__PROBLEM TO SOLVE__: What is needed is every line of the data that includes the word "white". Please copy each one.

__RECORD EXTRACTS__:
--- --- ---
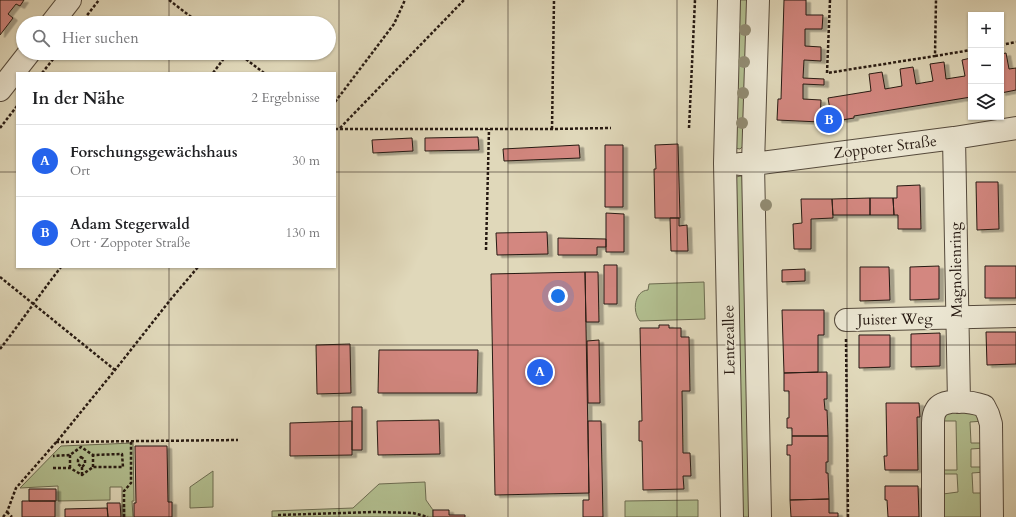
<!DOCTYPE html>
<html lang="de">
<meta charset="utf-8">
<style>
body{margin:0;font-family:Cardo,serif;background:#f2f2f2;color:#202124}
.controls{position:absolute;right:12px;top:12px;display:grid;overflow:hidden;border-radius:0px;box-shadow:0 1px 3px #0004}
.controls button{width:36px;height:36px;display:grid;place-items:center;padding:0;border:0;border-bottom:1px solid #e0e0e0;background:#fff;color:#202124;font:20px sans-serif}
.you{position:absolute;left:558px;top:296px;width:14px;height:14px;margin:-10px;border:3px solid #fff;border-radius:50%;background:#1a73e8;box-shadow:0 0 0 6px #1a73e833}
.badge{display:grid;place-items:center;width:26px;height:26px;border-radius:50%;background:#2563eb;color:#fff;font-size:13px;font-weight:700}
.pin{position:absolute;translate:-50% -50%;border:2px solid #fff;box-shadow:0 1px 4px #0006}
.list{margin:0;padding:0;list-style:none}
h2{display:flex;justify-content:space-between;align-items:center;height:52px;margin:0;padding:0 16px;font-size:17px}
h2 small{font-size:13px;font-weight:400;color:#757577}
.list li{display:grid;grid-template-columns:26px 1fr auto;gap:12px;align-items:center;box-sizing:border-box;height:72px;padding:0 16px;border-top:1px solid #e0e0e0}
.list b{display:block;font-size:15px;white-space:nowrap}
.list p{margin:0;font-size:13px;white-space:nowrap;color:#757577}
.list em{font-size:13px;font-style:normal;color:#757577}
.icon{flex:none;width:22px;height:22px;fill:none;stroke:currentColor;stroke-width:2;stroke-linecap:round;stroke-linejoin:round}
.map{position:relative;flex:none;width:1016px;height:517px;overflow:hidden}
.search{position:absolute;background:#fff;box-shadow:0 1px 3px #0004;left:16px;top:16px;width:320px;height:44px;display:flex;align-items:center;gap:10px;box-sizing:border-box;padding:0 14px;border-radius:22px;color:#757577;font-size:15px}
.panel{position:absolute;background:#fff;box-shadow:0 1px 3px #0004;left:16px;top:72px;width:320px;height:196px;border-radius:0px}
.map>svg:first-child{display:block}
.green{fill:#b2bf90;stroke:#6c6c51}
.building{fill:#d38780;stroke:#271a12;filter:url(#shadow)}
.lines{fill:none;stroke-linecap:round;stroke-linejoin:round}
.minor-casing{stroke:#554a3c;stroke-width:24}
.path{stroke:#271a12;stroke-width:2.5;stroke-dasharray:3 2;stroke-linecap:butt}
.minor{stroke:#ebe6d2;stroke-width:22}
.tree{fill:#918b72}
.grid{fill:none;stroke:#271a12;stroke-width:1;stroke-opacity:0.55}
.labels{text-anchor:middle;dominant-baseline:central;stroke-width:3.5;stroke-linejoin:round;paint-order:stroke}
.street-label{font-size:15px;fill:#271a12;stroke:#ebe6d2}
</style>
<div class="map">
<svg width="1016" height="517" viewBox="0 0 1016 517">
<defs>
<filter id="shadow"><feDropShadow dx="4.5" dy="2.5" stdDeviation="0" flood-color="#0004"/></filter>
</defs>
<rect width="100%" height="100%" fill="#e0d8ba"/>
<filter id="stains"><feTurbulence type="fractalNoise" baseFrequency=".005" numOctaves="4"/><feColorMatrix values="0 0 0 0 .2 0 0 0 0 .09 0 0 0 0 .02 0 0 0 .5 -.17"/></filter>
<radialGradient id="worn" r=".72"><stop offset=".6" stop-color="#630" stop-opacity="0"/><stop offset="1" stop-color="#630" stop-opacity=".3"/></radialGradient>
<path class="green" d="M736,0H750L743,146L740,149L735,148Z
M741,176L743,177L751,517H739L736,177Z
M704,282L705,319L640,321C632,312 634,291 648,290L649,284Z
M974,409L984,421L970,422L971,443H985V448L971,449V467H985V472L972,473L973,493H985V517H943V494L958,492L957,474H943V470H957L956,421H942L944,416L948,412Z
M133,443L134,501H132L133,517H122V487H110V500L58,501V486L20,488L61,446Z
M213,471V507L190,508V487Z
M425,482L426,500L433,510V517H272V511L353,508L379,484Z
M698,500V517H625V501Z"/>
<path class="building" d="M0,0H24L20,6L16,4L8,14L13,18L0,35Z
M784,0H806V15H823L822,29H805V46L821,47V61L804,60L803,78L824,79V85L803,84V99L821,100L820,122L777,120L778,99H781Z
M1006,53L1009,69L1016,68V90L1001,93V54Z
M971,58V97L854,116V118L842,120V118L834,119L832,109L830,110L828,98L871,91L869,74L882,72L885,89L902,86L900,69L913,67L916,84L933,81L930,64L944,62L946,79L965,76L962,60Z
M478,137L479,150L425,151V138Z
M412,138L413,151L373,153L372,140Z
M678,144L680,218H655L654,169H656L655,145Z
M579,145L580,158L504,161L503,149Z
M605,145H623V207H605Z
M976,182H998L999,229L977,230Z
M920,185L921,229H898V215H894L893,198H897V186Z
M870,198V215H833L832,199Z
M870,198H893L894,215H870Z
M801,199H832L833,218L811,219V249H794L793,224L802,223Z
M606,213L624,214V252H606Z
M670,218H679V226L687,225L688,251H671Z
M547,232L548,254L497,255L496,233Z
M558,238L606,239V247H597V255H558Z
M604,265H617V304H604Z
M939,266V299L910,300V267Z
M985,266H1016V298H985Z
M860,267H889L890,300L860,301Z
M805,269V281L782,282V270Z
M585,272H598L599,322H586Z
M585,272L589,493L495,495L491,274Z
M782,310H824V335H818V372L784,373Z
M659,325H669V328H681V337H689L690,391H682L683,453H690L691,476H683L684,489L643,490L642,441H639V421H642L640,328H659Z
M986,332H1016V364L987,365Z
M940,333V366L911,367V334Z
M859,335H890V367L859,368Z
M599,340L600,403H588L587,341Z
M350,344L351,393L317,394L316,345Z
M379,350H478L477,393H378Z
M827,372V399H824L825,410H827L828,436H792V428H787V418H789V391H784V373Z
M886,403H919L920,417H917L918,470H885L884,456H887Z
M352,407H362V450H352Z
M439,420L440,454L378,455L377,421Z
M352,421V455L290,456V423Z
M588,421H601L603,517H583V500H589Z
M792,436H828V462H826V473H828L829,499L790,500V455H787V445H792Z
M135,446H167L168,502H172V517H134V503H136Z
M885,486H918L919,517H888L887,500H885Z
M29,489H56V501H29Z
M829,499V513H838V517H791L790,500Z
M22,501H55V517H22Z
M107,503H120L121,517H108Z
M107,508L108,517H65V509Z
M433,510H449V515H465V517H433Z"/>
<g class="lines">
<defs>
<path id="minor" d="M729,0L725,163L732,517
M758,0L753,164L760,517
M52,23L70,0
M0,90L29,53
M954,138L959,402
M740,164H753L954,138L1016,128
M846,320L1016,316
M933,517V423C933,419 934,413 936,410C943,397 973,402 984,406L988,414L991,424L992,517"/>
</defs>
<use href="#minor" class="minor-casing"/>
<path class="path" d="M169,0L199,23
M830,0L827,73L935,56L936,0
M81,23L99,0
M1001,45L1016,42
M238,53L264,73
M935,56L971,50
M42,73L58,53
M213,73L228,53
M335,102L394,24L405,0
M0,128L17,106
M340,128L464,0
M689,128L695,0
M335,129H552L611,128
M552,129L554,0
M486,250L489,129
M0,277L115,370
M846,339L848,517
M0,349C21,322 40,294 61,267
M56,442L238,440
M70,455V468
M81,457L85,460V464L82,467L78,464V460Z
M82,467V475
M93,467V455
M53,468H70L82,475L93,467H123L122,454L93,455L81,447L70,455L53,456
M7,512L12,517
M278,515L374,512L413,513L428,517
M3,517L7,512L16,488L59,439L115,370L171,299L198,267
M124,517V491L131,483V441"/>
<use href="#minor" class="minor"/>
</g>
<g class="tree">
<circle cx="745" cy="30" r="6"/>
<circle cx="744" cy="62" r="6"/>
<circle cx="743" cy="93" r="6"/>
<circle cx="742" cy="123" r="6"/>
<circle cx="766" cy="205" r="6"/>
</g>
<path class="grid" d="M169,0V23M339,0V517M508,0V517M677,0V517M847,0V517M169,53V73M0,172H17M335,172H1016M169,267V517M0,345H1016"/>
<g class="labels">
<g class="street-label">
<text transform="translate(885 147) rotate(-7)">Zoppoter Straße</text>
<text transform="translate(956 270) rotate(-91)">Magnolienring</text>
<text transform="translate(895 319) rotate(-1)">Juister Weg</text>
<text transform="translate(729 340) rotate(-91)">Lentzeallee</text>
</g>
</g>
<rect width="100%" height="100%" filter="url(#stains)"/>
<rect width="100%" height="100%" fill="url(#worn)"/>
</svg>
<div class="controls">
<button>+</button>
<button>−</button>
<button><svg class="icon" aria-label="layers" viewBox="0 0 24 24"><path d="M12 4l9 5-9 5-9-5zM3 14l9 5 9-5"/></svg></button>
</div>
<div class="you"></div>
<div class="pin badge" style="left:540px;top:372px">A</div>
<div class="pin badge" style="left:829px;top:120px">B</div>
<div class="search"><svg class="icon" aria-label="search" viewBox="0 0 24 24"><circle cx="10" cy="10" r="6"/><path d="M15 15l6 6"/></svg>Hier suchen</div>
<section class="panel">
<h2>In der Nähe<small>2 Ergebnisse</small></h2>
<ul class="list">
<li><span class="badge">A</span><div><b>Forschungsgewächshaus</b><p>Ort</p></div><em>30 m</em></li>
<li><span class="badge">B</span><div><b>Adam Stegerwald</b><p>Ort · Zoppoter Straße</p></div><em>130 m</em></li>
</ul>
</section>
</div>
--- --- ---
__ANSWER__:
.list b{display:block;font-size:15px;white-space:nowrap}
.list p{margin:0;font-size:13px;white-space:nowrap;color:#757577}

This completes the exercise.